If she’d asked herself that question yesterday, the answer would have come back loud and clear. Yes, she bloody well would
. It was her job. Her life. It might not be perfect, but it was hers. She’d chosen it.
But now she wasn’t so sure.
Frank Ross was a bastard, out to get her. Mel had all the backbone of a limp squid. Janine hated her. She hated the boat. Was it really so surprising that she should want out?
‘If you were smart, you would,’ Sergeant Curtis said, making her blink and wonder, for a second, if he was a mind-reader.

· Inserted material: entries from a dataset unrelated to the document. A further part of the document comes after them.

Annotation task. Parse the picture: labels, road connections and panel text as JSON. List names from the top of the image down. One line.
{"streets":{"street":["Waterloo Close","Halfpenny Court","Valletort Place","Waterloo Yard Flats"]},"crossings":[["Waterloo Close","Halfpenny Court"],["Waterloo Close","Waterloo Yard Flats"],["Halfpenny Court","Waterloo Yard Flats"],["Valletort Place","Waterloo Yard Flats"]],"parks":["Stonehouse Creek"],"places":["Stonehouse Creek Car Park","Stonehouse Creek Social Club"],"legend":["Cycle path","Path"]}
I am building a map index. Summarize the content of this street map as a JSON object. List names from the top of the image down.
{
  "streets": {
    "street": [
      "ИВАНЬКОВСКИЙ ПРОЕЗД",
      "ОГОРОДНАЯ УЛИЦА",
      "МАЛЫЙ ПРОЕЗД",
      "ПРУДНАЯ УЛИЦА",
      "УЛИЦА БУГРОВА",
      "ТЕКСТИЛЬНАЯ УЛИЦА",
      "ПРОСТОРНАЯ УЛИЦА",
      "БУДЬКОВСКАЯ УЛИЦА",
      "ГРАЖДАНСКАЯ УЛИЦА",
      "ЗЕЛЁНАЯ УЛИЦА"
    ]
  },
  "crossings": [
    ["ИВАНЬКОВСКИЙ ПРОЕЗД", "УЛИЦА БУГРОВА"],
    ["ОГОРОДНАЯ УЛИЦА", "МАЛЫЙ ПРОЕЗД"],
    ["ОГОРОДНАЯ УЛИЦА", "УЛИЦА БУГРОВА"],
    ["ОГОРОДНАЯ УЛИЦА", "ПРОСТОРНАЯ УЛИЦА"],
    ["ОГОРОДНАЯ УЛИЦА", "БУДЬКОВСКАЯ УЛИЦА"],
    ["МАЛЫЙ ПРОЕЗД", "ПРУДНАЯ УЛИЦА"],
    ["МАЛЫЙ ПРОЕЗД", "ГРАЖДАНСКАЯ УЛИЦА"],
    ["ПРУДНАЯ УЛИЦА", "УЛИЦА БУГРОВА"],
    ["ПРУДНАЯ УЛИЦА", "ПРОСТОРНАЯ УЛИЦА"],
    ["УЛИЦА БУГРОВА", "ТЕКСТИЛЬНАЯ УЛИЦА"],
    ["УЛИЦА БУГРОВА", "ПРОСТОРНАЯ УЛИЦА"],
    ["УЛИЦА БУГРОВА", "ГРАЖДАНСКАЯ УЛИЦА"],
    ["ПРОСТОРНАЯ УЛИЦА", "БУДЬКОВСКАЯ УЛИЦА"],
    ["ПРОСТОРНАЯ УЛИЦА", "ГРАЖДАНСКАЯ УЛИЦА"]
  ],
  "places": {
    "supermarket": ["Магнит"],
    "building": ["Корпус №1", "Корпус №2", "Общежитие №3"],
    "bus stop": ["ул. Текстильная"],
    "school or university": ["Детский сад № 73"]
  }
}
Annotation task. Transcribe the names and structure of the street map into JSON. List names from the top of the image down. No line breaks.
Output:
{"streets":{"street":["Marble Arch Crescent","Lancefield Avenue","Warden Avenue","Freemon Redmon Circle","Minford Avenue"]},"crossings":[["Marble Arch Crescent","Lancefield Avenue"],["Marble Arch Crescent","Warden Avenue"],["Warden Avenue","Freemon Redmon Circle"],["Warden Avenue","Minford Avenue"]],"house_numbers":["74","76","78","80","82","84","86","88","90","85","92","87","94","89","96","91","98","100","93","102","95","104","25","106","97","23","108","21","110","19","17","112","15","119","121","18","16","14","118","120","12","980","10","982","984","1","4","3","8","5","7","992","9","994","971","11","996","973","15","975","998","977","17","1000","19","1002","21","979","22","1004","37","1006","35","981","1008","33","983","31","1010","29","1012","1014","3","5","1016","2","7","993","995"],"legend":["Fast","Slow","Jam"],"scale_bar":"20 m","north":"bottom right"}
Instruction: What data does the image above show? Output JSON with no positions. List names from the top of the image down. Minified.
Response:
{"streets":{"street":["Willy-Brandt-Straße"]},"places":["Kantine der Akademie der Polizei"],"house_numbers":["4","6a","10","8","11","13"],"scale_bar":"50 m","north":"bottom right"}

Then she realised he was merely answering her question. ‘Only an idiot, if she’d come into a sudden fortune, would advertise the fact,’ he went on.
Hillary smiled wryly and got a grip. ‘Quite right,’ she said frankly. ‘If I did know where Ronnie’s money was, I would sit tight. Wait. Retire in a couple of years’ time, when I get my guaranteed pension.’ She nodded.
And didn’t add the obvious rejoinder.
But.
But I’m innocent. But I don’t have a sodding clue what Ronnie did with his dirty money.
Let the bastards work it out for themselves. What did she care if they ran their arses ragged trying to prove a false premise? It was their job. And it was an even shittier one than hers.
For some reason, this made her feel better.
‘You were aware of your husband’s infidelities, I take it.’ It was Paul again.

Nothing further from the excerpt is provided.